__DATA LISTING__:
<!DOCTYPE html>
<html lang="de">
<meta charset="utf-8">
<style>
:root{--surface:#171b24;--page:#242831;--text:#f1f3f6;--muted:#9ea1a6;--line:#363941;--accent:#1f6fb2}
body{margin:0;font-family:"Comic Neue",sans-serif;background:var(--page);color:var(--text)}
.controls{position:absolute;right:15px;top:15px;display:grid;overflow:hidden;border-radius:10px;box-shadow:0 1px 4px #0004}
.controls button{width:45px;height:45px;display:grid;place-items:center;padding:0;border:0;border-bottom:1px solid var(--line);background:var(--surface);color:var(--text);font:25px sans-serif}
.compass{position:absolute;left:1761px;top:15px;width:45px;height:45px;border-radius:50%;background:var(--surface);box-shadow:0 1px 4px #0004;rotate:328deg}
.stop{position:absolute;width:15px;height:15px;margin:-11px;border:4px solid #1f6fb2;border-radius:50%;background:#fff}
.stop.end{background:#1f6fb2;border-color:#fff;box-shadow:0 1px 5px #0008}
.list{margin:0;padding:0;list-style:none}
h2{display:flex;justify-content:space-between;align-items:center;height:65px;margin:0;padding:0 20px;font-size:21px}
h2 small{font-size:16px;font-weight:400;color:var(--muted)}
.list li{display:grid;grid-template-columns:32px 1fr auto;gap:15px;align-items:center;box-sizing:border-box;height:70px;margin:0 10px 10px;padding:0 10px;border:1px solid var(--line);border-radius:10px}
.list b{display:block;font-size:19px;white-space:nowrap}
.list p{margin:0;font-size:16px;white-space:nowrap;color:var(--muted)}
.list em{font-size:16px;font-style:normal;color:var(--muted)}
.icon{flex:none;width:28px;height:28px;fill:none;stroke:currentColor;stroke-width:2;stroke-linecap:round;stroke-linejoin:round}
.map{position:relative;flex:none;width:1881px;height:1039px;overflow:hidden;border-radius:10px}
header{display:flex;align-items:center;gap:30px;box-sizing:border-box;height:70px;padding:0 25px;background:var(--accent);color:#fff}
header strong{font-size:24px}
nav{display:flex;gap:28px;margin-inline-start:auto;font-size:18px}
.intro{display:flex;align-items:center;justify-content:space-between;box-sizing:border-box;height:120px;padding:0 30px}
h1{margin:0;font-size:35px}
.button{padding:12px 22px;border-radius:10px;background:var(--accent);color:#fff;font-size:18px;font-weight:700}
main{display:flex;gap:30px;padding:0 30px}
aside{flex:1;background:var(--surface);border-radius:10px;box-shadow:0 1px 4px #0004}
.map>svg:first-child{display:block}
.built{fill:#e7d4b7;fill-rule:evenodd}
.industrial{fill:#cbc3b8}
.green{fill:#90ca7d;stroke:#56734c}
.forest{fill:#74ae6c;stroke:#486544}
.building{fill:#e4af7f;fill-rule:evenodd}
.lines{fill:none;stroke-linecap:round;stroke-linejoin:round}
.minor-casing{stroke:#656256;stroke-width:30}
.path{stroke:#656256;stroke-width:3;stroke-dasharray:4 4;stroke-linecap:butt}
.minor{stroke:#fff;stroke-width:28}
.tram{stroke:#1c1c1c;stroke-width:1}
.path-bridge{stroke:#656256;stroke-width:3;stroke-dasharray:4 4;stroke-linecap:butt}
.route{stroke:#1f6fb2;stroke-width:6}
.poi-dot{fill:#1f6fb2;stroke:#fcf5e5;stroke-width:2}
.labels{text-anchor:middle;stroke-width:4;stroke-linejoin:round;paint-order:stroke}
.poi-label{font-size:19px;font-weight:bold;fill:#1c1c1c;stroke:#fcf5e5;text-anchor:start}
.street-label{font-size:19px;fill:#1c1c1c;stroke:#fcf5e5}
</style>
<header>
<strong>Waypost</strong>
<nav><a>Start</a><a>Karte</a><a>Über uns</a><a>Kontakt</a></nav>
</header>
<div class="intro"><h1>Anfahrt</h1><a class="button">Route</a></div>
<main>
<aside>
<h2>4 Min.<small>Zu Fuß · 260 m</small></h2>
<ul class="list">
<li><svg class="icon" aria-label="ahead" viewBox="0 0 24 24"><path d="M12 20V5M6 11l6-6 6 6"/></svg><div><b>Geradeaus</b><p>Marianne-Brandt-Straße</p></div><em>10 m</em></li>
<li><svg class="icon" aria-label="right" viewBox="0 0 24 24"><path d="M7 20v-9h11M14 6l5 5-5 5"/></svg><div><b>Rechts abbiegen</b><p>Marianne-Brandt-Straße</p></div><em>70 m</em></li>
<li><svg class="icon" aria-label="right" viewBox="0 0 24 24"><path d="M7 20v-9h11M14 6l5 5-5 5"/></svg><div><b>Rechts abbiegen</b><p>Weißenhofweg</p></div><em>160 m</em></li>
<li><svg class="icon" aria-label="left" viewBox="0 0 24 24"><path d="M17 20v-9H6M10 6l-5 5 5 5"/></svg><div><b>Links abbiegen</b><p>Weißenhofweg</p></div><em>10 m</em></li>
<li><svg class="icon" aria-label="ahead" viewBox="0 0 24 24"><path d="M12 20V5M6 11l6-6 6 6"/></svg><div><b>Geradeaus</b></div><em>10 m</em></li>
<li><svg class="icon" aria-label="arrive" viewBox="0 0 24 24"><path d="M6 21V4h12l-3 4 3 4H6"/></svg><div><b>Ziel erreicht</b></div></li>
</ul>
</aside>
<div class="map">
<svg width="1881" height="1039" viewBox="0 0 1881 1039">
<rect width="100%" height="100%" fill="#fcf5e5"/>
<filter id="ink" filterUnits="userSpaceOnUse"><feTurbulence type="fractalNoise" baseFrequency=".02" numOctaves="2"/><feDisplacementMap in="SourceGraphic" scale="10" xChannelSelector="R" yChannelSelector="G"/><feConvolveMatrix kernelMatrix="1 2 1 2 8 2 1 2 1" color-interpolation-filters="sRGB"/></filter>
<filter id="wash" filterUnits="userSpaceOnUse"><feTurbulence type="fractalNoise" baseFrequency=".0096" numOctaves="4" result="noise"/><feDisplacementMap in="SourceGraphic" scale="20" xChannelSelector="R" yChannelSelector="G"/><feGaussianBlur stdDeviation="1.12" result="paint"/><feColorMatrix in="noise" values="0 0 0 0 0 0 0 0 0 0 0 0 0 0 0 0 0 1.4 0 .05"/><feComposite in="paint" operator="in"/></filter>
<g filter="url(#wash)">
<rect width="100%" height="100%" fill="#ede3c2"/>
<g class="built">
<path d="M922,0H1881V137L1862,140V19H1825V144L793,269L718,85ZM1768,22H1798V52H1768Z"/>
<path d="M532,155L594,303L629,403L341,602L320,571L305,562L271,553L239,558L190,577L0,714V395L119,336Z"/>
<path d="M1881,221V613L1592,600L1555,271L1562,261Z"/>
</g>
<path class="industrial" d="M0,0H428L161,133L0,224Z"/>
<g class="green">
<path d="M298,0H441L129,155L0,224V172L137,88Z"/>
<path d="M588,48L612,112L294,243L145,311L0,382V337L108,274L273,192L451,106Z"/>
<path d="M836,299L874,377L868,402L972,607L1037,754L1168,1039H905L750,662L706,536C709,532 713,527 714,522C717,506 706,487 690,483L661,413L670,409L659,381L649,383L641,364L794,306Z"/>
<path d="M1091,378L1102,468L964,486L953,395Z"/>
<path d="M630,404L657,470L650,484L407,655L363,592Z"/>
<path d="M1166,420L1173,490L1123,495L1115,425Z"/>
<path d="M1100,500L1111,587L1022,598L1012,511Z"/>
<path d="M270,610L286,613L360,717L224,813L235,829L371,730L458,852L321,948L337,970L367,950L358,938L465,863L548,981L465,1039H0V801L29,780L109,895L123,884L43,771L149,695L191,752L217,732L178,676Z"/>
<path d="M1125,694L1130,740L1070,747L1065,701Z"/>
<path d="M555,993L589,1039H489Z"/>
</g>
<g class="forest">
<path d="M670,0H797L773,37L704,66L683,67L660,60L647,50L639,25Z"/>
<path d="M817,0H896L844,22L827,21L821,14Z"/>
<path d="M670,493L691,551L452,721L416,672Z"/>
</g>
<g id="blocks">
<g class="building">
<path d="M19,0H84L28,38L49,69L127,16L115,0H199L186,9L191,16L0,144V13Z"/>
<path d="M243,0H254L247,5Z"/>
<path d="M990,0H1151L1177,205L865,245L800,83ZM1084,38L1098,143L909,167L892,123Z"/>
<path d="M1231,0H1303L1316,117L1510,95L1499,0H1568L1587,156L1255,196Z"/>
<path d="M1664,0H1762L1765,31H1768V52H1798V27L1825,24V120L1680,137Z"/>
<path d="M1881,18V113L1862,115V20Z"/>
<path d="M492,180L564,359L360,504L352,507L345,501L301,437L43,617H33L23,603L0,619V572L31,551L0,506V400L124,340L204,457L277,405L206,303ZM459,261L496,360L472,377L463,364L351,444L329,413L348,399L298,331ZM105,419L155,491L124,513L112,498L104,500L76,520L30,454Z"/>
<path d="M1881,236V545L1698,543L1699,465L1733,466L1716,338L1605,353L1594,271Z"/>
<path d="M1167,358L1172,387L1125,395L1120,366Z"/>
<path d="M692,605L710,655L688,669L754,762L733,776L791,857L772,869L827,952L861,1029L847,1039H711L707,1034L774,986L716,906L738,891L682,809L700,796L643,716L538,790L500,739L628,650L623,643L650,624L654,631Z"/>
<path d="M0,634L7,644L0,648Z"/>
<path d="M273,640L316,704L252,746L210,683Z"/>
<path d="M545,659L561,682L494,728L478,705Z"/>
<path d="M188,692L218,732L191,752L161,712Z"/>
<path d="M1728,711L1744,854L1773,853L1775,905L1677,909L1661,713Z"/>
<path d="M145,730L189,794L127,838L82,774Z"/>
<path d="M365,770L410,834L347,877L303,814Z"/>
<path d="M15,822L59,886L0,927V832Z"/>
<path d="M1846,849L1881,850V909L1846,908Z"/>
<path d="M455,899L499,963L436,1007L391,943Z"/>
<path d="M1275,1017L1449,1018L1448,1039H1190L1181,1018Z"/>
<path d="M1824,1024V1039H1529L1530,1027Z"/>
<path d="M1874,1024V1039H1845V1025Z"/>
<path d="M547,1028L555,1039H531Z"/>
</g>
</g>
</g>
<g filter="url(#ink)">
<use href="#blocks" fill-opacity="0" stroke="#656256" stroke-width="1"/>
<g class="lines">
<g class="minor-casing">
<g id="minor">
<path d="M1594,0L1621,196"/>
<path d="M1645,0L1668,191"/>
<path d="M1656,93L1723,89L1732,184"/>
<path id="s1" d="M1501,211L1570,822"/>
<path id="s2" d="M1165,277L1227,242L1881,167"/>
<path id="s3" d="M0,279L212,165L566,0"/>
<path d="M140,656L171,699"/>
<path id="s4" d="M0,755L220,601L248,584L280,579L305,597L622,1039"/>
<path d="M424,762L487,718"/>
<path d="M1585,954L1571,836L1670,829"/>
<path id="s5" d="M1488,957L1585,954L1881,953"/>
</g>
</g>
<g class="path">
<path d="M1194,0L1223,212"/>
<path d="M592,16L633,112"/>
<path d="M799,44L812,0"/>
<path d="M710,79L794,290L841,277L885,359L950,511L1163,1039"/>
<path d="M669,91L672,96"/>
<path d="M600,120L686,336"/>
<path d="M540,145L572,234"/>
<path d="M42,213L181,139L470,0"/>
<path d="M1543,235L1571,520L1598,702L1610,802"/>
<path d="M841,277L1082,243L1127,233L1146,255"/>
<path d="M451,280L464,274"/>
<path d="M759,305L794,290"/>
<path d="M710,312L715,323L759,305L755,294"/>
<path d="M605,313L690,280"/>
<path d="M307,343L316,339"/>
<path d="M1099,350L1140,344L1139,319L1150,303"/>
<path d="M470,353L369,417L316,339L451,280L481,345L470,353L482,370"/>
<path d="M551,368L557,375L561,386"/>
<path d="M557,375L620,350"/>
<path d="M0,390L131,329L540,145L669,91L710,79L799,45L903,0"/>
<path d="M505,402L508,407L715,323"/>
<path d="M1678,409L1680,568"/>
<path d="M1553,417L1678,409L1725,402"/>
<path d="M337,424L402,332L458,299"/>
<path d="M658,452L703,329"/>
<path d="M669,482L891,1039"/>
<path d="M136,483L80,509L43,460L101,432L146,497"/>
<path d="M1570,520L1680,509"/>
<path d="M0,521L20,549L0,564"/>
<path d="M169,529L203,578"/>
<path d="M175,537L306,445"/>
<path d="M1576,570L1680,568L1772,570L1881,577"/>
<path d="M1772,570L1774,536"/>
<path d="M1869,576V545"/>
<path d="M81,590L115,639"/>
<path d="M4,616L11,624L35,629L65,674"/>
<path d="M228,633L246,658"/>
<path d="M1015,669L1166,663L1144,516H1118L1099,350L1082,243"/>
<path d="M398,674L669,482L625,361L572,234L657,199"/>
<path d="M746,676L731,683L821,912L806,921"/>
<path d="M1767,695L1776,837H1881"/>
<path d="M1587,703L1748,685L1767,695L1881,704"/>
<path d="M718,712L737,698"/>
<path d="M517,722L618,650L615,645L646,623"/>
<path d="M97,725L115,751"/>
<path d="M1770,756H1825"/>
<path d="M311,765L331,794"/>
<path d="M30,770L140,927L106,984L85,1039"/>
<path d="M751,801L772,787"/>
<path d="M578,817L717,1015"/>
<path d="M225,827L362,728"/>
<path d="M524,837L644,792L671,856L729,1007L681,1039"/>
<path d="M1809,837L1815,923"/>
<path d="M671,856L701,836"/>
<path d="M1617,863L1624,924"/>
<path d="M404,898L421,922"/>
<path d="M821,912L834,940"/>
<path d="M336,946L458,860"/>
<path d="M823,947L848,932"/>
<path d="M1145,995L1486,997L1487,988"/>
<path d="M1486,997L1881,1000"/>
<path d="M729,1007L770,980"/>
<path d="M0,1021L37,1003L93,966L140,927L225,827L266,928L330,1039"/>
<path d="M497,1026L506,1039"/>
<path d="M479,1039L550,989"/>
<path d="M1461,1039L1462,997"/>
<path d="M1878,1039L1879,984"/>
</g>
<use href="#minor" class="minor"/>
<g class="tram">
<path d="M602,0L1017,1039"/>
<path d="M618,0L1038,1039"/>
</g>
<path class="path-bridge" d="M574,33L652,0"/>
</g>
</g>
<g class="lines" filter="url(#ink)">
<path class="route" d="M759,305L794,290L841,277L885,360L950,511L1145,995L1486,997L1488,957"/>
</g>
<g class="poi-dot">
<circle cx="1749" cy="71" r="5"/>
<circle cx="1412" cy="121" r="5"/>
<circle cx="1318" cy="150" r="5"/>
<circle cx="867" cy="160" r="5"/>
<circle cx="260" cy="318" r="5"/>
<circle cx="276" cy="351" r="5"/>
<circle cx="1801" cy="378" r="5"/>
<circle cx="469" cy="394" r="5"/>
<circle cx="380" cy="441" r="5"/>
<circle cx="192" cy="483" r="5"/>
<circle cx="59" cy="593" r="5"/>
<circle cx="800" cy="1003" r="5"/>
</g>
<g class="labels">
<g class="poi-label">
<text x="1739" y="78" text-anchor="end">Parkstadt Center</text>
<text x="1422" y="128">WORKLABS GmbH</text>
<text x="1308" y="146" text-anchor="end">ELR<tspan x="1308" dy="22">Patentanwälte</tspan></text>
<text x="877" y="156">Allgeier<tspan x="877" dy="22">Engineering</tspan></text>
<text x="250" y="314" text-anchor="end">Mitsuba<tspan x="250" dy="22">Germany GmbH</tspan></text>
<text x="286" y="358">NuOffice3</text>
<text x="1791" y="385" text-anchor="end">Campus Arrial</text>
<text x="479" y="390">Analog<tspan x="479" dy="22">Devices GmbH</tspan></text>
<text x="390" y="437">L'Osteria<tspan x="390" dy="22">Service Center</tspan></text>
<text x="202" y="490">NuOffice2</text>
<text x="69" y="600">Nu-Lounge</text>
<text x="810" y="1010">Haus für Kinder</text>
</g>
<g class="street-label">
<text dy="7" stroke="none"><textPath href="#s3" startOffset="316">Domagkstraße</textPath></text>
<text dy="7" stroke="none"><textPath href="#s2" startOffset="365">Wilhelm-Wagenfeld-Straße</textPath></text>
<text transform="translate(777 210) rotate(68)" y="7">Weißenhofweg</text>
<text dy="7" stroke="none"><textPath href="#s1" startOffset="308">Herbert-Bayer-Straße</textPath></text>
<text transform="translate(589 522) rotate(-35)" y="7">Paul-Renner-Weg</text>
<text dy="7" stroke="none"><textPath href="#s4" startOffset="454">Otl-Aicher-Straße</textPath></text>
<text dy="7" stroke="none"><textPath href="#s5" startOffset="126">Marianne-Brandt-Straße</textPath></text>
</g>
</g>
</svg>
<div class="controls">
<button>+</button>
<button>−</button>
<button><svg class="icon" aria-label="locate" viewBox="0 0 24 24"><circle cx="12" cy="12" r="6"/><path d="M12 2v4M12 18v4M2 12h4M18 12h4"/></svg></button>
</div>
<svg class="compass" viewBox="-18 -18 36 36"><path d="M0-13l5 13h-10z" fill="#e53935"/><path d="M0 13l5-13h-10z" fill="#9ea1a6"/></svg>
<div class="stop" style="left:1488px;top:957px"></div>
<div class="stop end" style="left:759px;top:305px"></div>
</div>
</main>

__REQUIREMENT__:
Show every line from the entries above in which "compass" appears.

__SOLUTION__:
.compass{position:absolute;left:1761px;top:15px;width:45px;height:45px;border-radius:50%;background:var(--surface);box-shadow:0 1px 4px #0004;rotate:328deg}
<svg class="compass" viewBox="-18 -18 36 36"><path d="M0-13l5 13h-10z" fill="#e53935"/><path d="M0 13l5-13h-10z" fill="#9ea1a6"/></svg>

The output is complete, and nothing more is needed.